Query: Read d Counters, Return the Minimum
To estimate how often element x has appeared:
estimate = +∞
for i in 0..d:
col = h_i(x) mod w
estimate = min(estimate, counters[i][col])
return estimate
Why the minimum? Counters can only be over-estimated, never under-estimated. When element y hashes to the same column as x in row i, it inflates counters[i][col_x]. This counter now reports a value larger than x's true frequency. But it is unlikely that every row's counter for x is inflated simultaneously — each row uses an independent hash function, so collisions are independent events. Taking the minimum across all d rows exploits the row with the fewest collisions as the best available estimate.
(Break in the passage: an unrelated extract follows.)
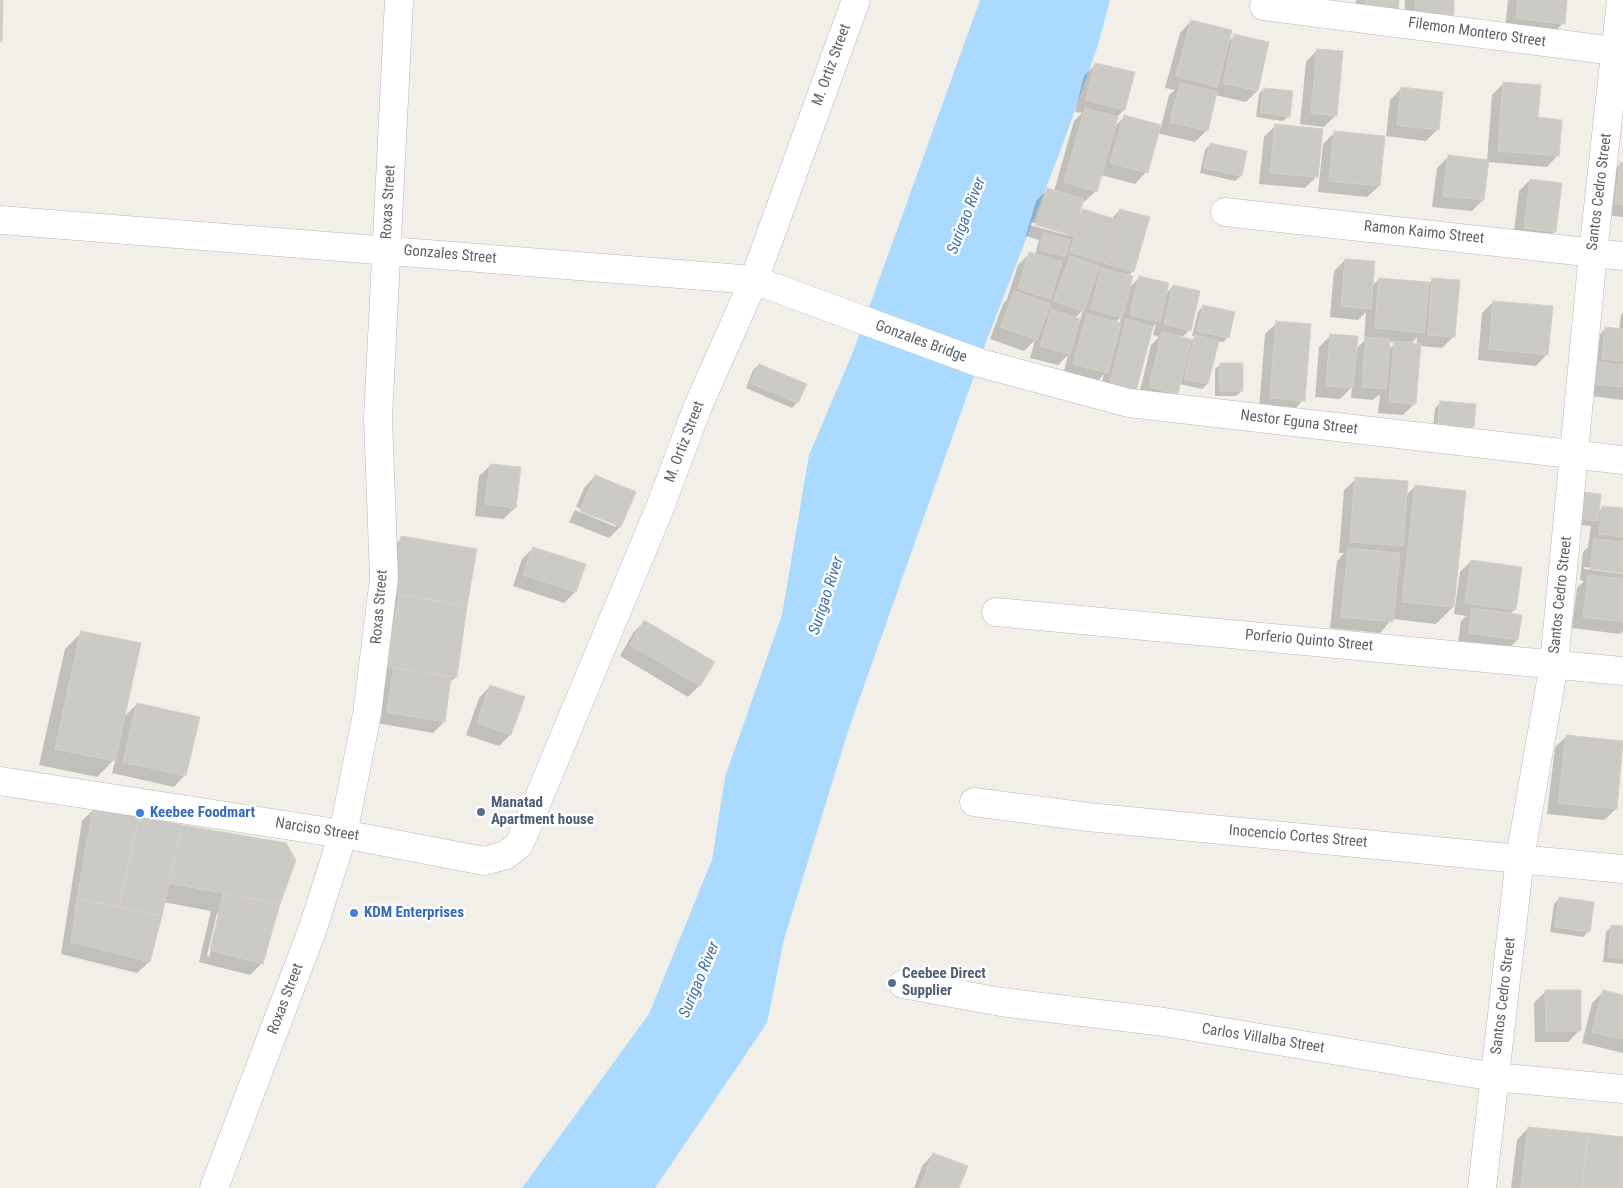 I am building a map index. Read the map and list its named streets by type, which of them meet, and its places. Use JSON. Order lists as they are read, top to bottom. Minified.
{"streets":{"street":["Filemon Montero Street","M. Ortiz Street","Santos Cedro Street","Roxas Street","Ramon Kaimo Street","Gonzales Street","Gonzales Bridge","Nestor Eguna Street","Porferio Quinto Street","Narciso Street","Inocencio Cortes Street","Carlos Villalba Street"]},"crossings":[["Filemon Montero Street","Santos Cedro Street"],["M. Ortiz Street","Gonzales Street"],["M. Ortiz Street","Narciso Street"],["Santos Cedro Street","Ramon Kaimo Street"],["Santos Cedro Street","Nestor Eguna Street"],["Santos Cedro Street","Porferio Quinto Street"],["Santos Cedro Street","Inocencio Cortes Street"],["Santos Cedro Street","Carlos Villalba Street"],["Roxas Street","Gonzales Street"],["Roxas Street","Narciso Street"],["Gonzales Street","Gonzales Bridge"],["Gonzales Bridge","Nestor Eguna Street"]],"water":["Surigao River"],"places":["Manatad Apartment house","Keebee Foodmart","KDM Enterprises","Ceebee Direct Supplier"]}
The minimum is always ≥ the true frequency (never an underestimate), because counters are only ever incremented, never decremented. The sketch answers "how often has X appeared?" with the guarantee: estimate ≥ true_count.
A Worked Example: Inserting Three Hashtags
Consider a 3-row × 6-column sketch tracking three hashtags: #kubernetes, #docker, and #k8s.
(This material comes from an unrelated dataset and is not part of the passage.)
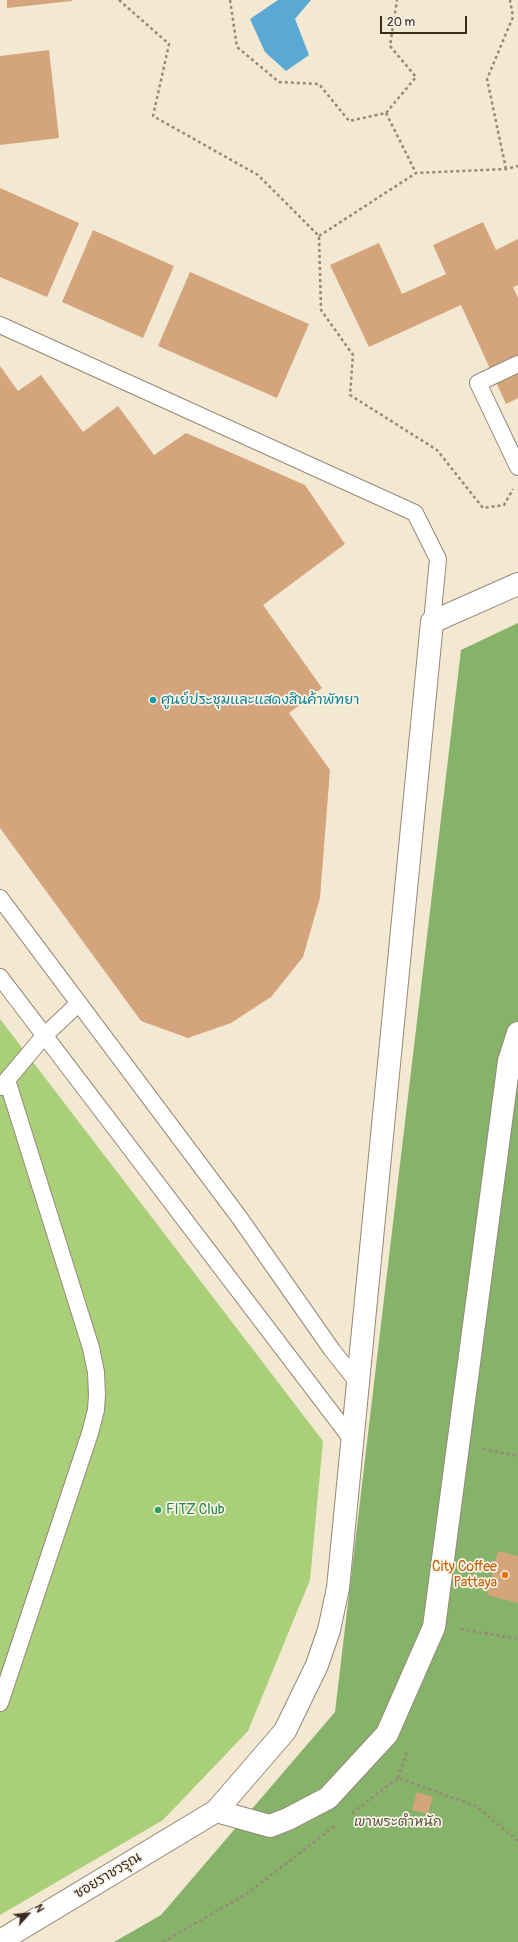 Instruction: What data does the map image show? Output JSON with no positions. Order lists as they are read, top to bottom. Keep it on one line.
{"streets":{"street":["ซอยราชวรุณ"]},"parks":["เขาพระตำหนัก"],"places":["ศูนย์ประชุมและแสดงสินค้าพัทยา","FITZ Club","City Coffee Pattaya"],"scale_bar":"20 m","north":"top right"}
Suppose the hash functions produce:
#kubernetes: row 0 → col 2, row 1 → col 5, row 2 → col 1#docker: row 0 → col 2, row 1 → col 3, row 2 → col 4#k8s: row 0 → col 4, row 1 → col 5, row 2 → col 1
After inserting #kubernetes ×3, #docker ×5, and #k8s ×2:
| Col 0 | Col 1 | Col 2 | Col 3 | Col 4 | Col 5 | |
| Row 0 | 0 | 0 | 8 | 0 | 2 | 0 |
| Row 1 | 0 | 0 | 0 | 5 | 0 | 5 |
| Row 2 | 0 | 5 | 0 | 0 | 5 | 0 |
Note that in Row 0, #kubernetes (3) and #docker (5) collide at col 2 — both increment the same counter, giving 8. Querying #kubernetes:
- Row 0: counter[0][2] = 8 ← inflated by
#dockercollision - Row 1: counter[1][5] = 5 ← inflated by
#k8scollision - Row 2: counter[2][1] = 5 ← inflated by
#k8scollision
min(8, 5, 5) = 5. The true count is 3. The estimate of 5 is an overestimate, but it is the best available estimate given the collision pattern. A real sketch with d = 7 and w = 2000 reduces such collisions dramatically.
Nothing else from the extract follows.